> [Material for this task]:
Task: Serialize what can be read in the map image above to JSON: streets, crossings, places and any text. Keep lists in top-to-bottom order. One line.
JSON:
==
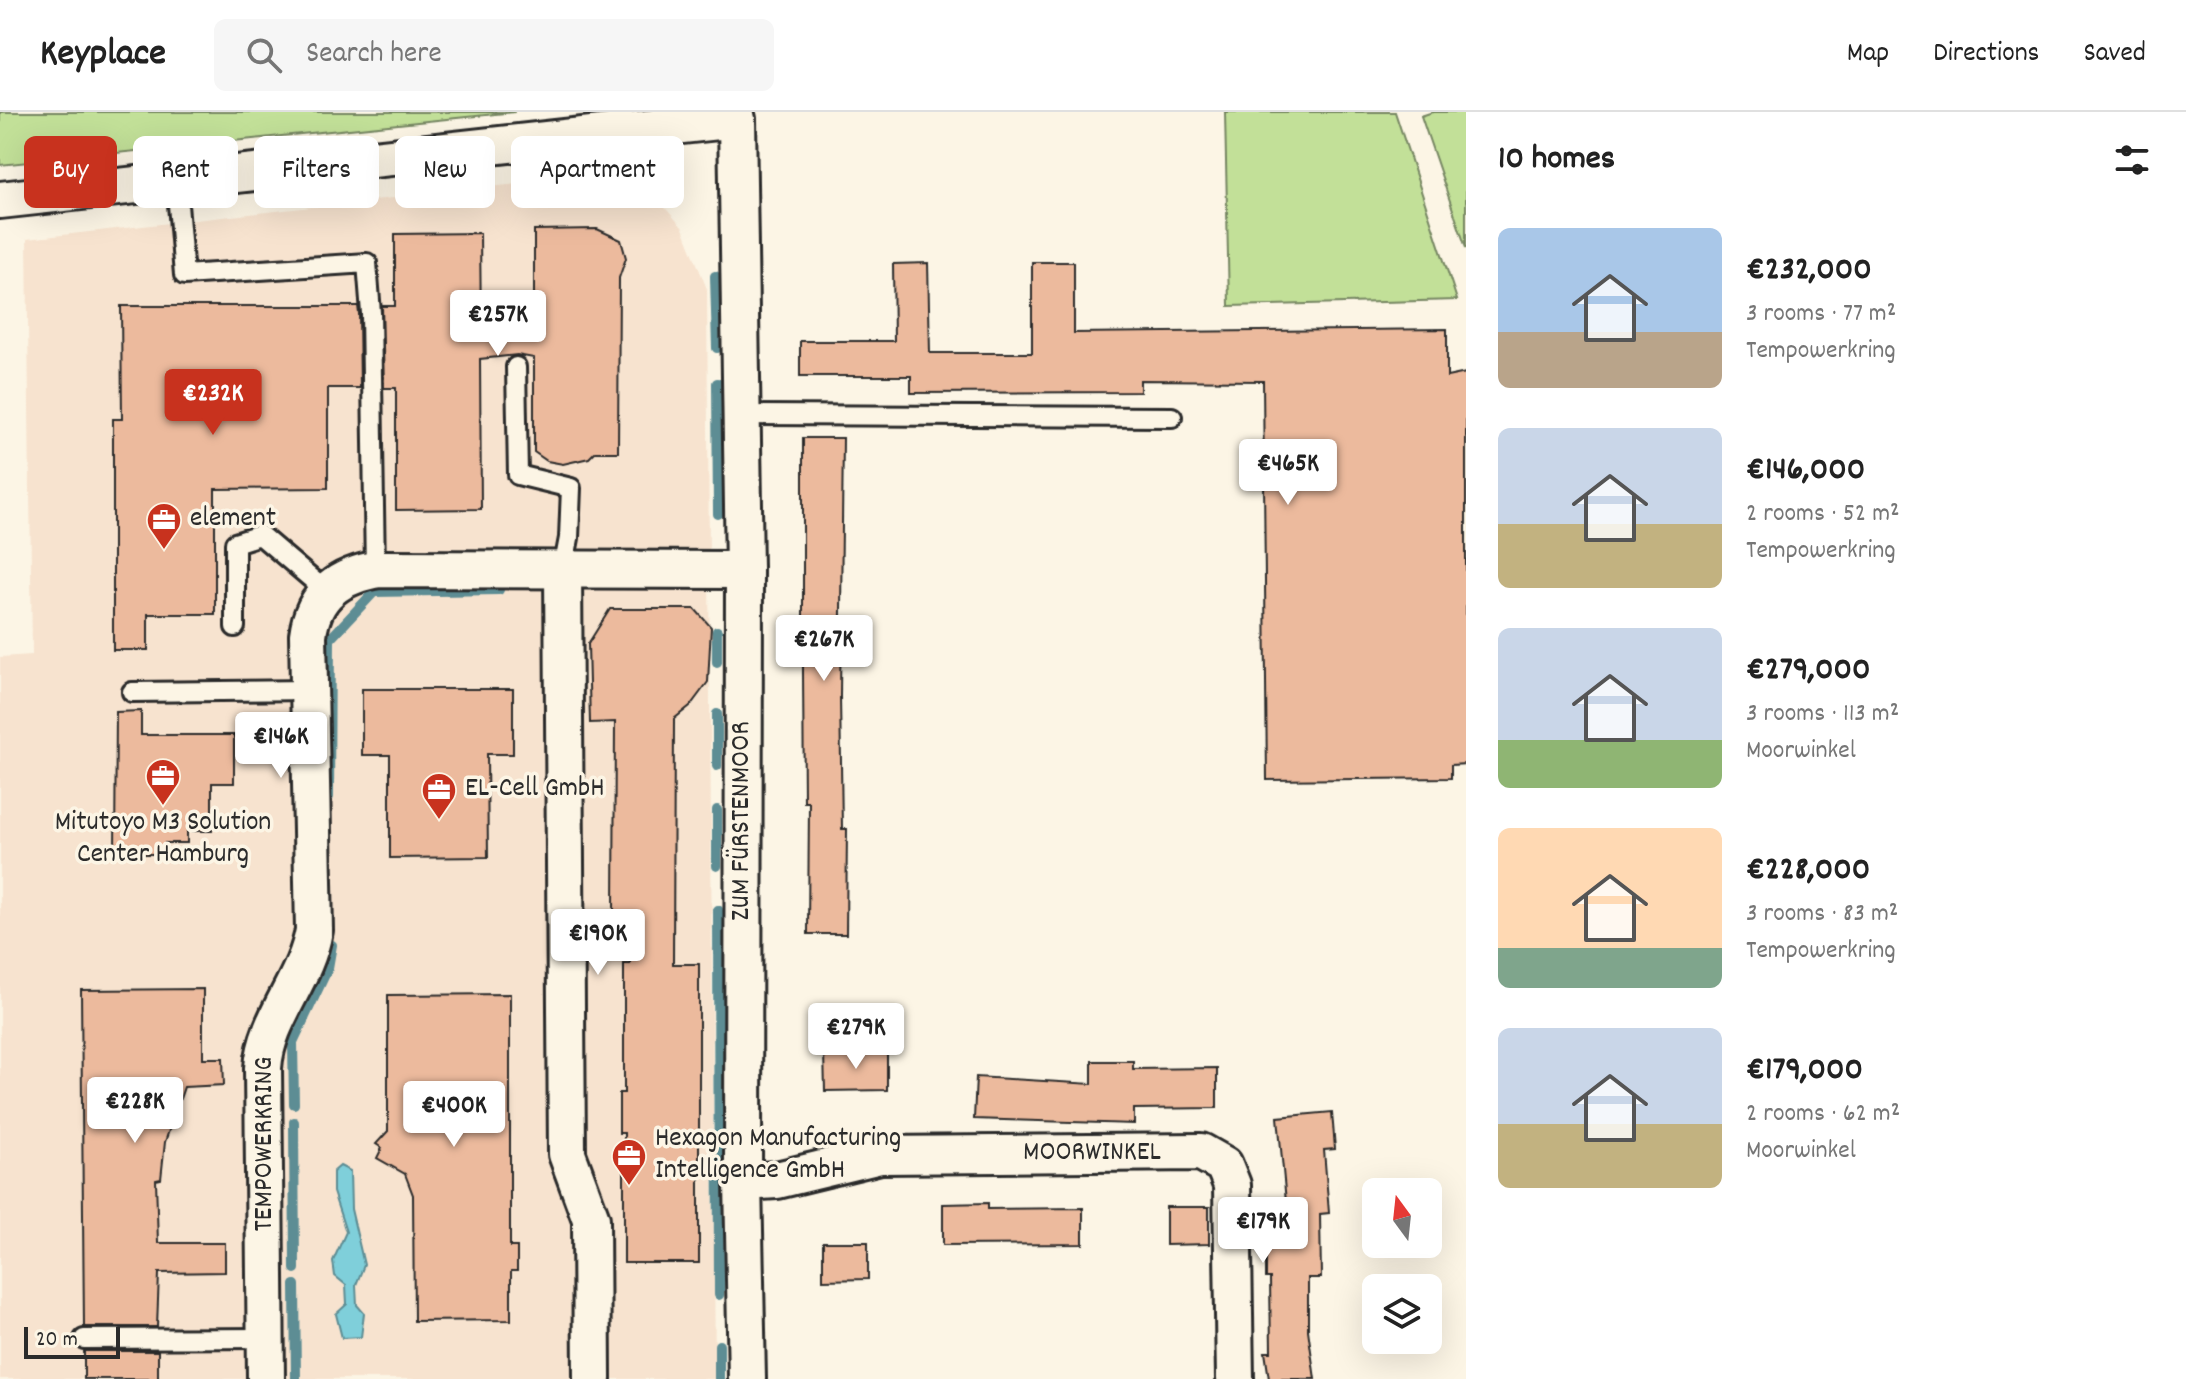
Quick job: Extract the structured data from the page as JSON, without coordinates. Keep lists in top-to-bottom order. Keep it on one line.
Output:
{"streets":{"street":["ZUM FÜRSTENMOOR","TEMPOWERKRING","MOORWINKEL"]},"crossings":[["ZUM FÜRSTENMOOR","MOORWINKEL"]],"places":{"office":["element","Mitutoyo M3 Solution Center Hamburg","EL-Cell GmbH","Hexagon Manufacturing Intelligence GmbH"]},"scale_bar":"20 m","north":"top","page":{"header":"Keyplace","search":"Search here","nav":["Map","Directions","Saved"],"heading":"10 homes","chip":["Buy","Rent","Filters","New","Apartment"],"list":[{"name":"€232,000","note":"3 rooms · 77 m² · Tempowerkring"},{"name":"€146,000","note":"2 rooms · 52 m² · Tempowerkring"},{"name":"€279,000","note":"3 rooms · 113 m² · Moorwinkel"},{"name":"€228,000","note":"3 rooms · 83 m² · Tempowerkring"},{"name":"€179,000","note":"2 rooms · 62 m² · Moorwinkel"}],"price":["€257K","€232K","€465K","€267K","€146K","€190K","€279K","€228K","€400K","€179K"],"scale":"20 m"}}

> [Your assignment]: Wherever the word "order" occurs in the data, copy that whole line.

> [Response to the exercise]:
Task: Serialize what can be read in the map image above to JSON: streets, crossings, places and any text. Keep lists in top-to-bottom order. One line.
Quick job: Extract the structured data from the page as JSON, without coordinates. Keep lists in top-to-bottom order. Keep it on one line.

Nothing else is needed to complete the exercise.